Your instructions:
All of the data that appears below is to be given again precisely as written.

Stored data:
BEGIN

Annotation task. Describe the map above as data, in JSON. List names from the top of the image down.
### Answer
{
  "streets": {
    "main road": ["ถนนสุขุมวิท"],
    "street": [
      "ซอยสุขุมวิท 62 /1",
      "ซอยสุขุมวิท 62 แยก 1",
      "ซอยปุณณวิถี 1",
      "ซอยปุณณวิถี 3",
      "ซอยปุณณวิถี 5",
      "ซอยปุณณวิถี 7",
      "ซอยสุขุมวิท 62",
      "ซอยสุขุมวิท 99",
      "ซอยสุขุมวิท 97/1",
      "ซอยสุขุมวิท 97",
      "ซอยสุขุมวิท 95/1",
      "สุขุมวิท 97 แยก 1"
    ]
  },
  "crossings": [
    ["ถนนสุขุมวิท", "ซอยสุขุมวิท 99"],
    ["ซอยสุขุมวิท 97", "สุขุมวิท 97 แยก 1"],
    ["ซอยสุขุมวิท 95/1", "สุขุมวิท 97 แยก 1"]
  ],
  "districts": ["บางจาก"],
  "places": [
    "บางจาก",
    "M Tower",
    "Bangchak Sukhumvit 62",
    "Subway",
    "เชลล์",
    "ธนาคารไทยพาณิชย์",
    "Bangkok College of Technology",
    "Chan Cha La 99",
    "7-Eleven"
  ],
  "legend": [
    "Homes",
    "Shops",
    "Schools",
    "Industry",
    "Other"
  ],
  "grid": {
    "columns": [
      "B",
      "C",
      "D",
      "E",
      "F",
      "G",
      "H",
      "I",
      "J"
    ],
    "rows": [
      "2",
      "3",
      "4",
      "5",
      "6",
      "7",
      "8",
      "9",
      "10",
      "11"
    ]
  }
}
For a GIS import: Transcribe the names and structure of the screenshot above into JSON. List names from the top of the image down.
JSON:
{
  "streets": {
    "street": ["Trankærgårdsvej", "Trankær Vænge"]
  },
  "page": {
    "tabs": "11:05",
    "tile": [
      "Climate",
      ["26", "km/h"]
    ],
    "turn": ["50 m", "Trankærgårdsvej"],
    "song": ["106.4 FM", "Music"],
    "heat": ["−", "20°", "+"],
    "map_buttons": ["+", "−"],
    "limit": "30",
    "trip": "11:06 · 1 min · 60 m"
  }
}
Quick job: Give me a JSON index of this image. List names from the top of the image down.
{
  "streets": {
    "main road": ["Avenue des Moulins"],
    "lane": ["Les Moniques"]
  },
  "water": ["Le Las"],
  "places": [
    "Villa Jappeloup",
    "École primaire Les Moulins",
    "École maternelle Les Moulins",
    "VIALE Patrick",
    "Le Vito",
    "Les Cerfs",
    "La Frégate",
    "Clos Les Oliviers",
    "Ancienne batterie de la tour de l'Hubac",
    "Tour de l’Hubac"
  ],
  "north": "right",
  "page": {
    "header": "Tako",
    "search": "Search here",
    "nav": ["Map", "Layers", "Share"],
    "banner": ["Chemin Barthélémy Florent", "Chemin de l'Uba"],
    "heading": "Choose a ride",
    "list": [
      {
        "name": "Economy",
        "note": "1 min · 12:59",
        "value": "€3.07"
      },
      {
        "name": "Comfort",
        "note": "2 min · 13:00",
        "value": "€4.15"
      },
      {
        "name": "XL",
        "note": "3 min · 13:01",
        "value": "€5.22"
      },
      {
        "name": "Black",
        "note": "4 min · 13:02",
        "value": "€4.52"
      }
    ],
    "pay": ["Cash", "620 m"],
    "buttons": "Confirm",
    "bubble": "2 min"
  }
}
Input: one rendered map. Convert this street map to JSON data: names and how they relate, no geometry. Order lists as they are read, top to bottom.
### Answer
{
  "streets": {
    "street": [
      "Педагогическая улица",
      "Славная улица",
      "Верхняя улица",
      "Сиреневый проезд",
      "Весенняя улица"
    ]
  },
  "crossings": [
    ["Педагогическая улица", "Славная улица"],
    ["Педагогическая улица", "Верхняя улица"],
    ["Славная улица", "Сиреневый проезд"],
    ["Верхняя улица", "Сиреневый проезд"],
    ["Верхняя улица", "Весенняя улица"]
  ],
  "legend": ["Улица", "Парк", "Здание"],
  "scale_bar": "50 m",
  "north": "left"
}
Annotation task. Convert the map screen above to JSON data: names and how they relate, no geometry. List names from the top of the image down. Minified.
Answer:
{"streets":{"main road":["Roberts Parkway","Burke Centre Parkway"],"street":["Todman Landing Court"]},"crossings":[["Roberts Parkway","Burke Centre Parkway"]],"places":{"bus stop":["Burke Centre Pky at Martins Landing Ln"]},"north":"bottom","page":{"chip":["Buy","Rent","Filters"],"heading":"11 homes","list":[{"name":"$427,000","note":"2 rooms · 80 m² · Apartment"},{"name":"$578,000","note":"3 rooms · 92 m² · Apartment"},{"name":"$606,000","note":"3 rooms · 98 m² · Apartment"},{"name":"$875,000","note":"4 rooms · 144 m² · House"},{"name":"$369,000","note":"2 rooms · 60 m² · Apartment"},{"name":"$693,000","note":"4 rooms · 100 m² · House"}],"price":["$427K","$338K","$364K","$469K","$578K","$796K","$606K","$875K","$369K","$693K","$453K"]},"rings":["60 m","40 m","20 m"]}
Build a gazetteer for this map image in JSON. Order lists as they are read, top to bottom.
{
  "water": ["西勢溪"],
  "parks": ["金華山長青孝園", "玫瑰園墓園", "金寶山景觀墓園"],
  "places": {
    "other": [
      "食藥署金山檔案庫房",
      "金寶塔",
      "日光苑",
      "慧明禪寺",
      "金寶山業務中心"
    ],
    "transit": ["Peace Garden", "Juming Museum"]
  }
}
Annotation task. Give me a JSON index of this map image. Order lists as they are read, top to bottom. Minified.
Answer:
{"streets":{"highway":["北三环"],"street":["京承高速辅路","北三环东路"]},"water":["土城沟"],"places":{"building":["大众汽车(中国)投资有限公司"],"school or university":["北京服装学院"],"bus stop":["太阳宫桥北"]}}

END

Exercise answer:
Annotation task. Describe the map above as data, in JSON. List names from the top of the image down.
### Answer
{
  "streets": {
    "main road": ["ถนนสุขุมวิท"],
    "street": [
      "ซอยสุขุมวิท 62 /1",
      "ซอยสุขุมวิท 62 แยก 1",
      "ซอยปุณณวิถี 1",
      "ซอยปุณณวิถี 3",
      "ซอยปุณณวิถี 5",
      "ซอยปุณณวิถี 7",
      "ซอยสุขุมวิท 62",
      "ซอยสุขุมวิท 99",
      "ซอยสุขุมวิท 97/1",
      "ซอยสุขุมวิท 97",
      "ซอยสุขุมวิท 95/1",
      "สุขุมวิท 97 แยก 1"
    ]
  },
  "crossings": [
    ["ถนนสุขุมวิท", "ซอยสุขุมวิท 99"],
    ["ซอยสุขุมวิท 97", "สุขุมวิท 97 แยก 1"],
    ["ซอยสุขุมวิท 95/1", "สุขุมวิท 97 แยก 1"]
  ],
  "districts": ["บางจาก"],
  "places": [
    "บางจาก",
    "M Tower",
    "Bangchak Sukhumvit 62",
    "Subway",
    "เชลล์",
    "ธนาคารไทยพาณิชย์",
    "Bangkok College of Technology",
    "Chan Cha La 99",
    "7-Eleven"
  ],
  "legend": [
    "Homes",
    "Shops",
    "Schools",
    "Industry",
    "Other"
  ],
  "grid": {
    "columns": [
      "B",
      "C",
      "D",
      "E",
      "F",
      "G",
      "H",
      "I",
      "J"
    ],
    "rows": [
      "2",
      "3",
      "4",
      "5",
      "6",
      "7",
      "8",
      "9",
      "10",
      "11"
    ]
  }
}
For a GIS import: Transcribe the names and structure of the screenshot above into JSON. List names from the top of the image down.
JSON:
{
  "streets": {
    "street": ["Trankærgårdsvej", "Trankær Vænge"]
  },
  "page": {
    "tabs": "11:05",
    "tile": [
      "Climate",
      ["26", "km/h"]
    ],
    "turn": ["50 m", "Trankærgårdsvej"],
    "song": ["106.4 FM", "Music"],
    "heat": ["−", "20°", "+"],
    "map_buttons": ["+", "−"],
    "limit": "30",
    "trip": "11:06 · 1 min · 60 m"
  }
}
Quick job: Give me a JSON index of this image. List names from the top of the image down.
{
  "streets": {
    "main road": ["Avenue des Moulins"],
    "lane": ["Les Moniques"]
  },
  "water": ["Le Las"],
  "places": [
    "Villa Jappeloup",
    "École primaire Les Moulins",
    "École maternelle Les Moulins",
    "VIALE Patrick",
    "Le Vito",
    "Les Cerfs",
    "La Frégate",
    "Clos Les Oliviers",
    "Ancienne batterie de la tour de l'Hubac",
    "Tour de l’Hubac"
  ],
  "north": "right",
  "page": {
    "header": "Tako",
    "search": "Search here",
    "nav": ["Map", "Layers", "Share"],
    "banner": ["Chemin Barthélémy Florent", "Chemin de l'Uba"],
    "heading": "Choose a ride",
    "list": [
      {
        "name": "Economy",
        "note": "1 min · 12:59",
        "value": "€3.07"
      },
      {
        "name": "Comfort",
        "note": "2 min · 13:00",
        "value": "€4.15"
      },
      {
        "name": "XL",
        "note": "3 min · 13:01",
        "value": "€5.22"
      },
      {
        "name": "Black",
        "note": "4 min · 13:02",
        "value": "€4.52"
      }
    ],
    "pay": ["Cash", "620 m"],
    "buttons": "Confirm",
    "bubble": "2 min"
  }
}
Input: one rendered map. Convert this street map to JSON data: names and how they relate, no geometry. Order lists as they are read, top to bottom.
### Answer
{
  "streets": {
    "street": [
      "Педагогическая улица",
      "Славная улица",
      "Верхняя улица",
      "Сиреневый проезд",
      "Весенняя улица"
    ]
  },
  "crossings": [
    ["Педагогическая улица", "Славная улица"],
    ["Педагогическая улица", "Верхняя улица"],
    ["Славная улица", "Сиреневый проезд"],
    ["Верхняя улица", "Сиреневый проезд"],
    ["Верхняя улица", "Весенняя улица"]
  ],
  "legend": ["Улица", "Парк", "Здание"],
  "scale_bar": "50 m",
  "north": "left"
}
Annotation task. Convert the map screen above to JSON data: names and how they relate, no geometry. List names from the top of the image down. Minified.
Answer:
{"streets":{"main road":["Roberts Parkway","Burke Centre Parkway"],"street":["Todman Landing Court"]},"crossings":[["Roberts Parkway","Burke Centre Parkway"]],"places":{"bus stop":["Burke Centre Pky at Martins Landing Ln"]},"north":"bottom","page":{"chip":["Buy","Rent","Filters"],"heading":"11 homes","list":[{"name":"$427,000","note":"2 rooms · 80 m² · Apartment"},{"name":"$578,000","note":"3 rooms · 92 m² · Apartment"},{"name":"$606,000","note":"3 rooms · 98 m² · Apartment"},{"name":"$875,000","note":"4 rooms · 144 m² · House"},{"name":"$369,000","note":"2 rooms · 60 m² · Apartment"},{"name":"$693,000","note":"4 rooms · 100 m² · House"}],"price":["$427K","$338K","$364K","$469K","$578K","$796K","$606K","$875K","$369K","$693K","$453K"]},"rings":["60 m","40 m","20 m"]}
Build a gazetteer for this map image in JSON. Order lists as they are read, top to bottom.
{
  "water": ["西勢溪"],
  "parks": ["金華山長青孝園", "玫瑰園墓園", "金寶山景觀墓園"],
  "places": {
    "other": [
      "食藥署金山檔案庫房",
      "金寶塔",
      "日光苑",
      "慧明禪寺",
      "金寶山業務中心"
    ],
    "transit": ["Peace Garden", "Juming Museum"]
  }
}
Annotation task. Give me a JSON index of this map image. Order lists as they are read, top to bottom. Minified.
Answer:
{"streets":{"highway":["北三环"],"street":["京承高速辅路","北三环东路"]},"water":["土城沟"],"places":{"building":["大众汽车(中国)投资有限公司"],"school or university":["北京服装学院"],"bus stop":["太阳宫桥北"]}}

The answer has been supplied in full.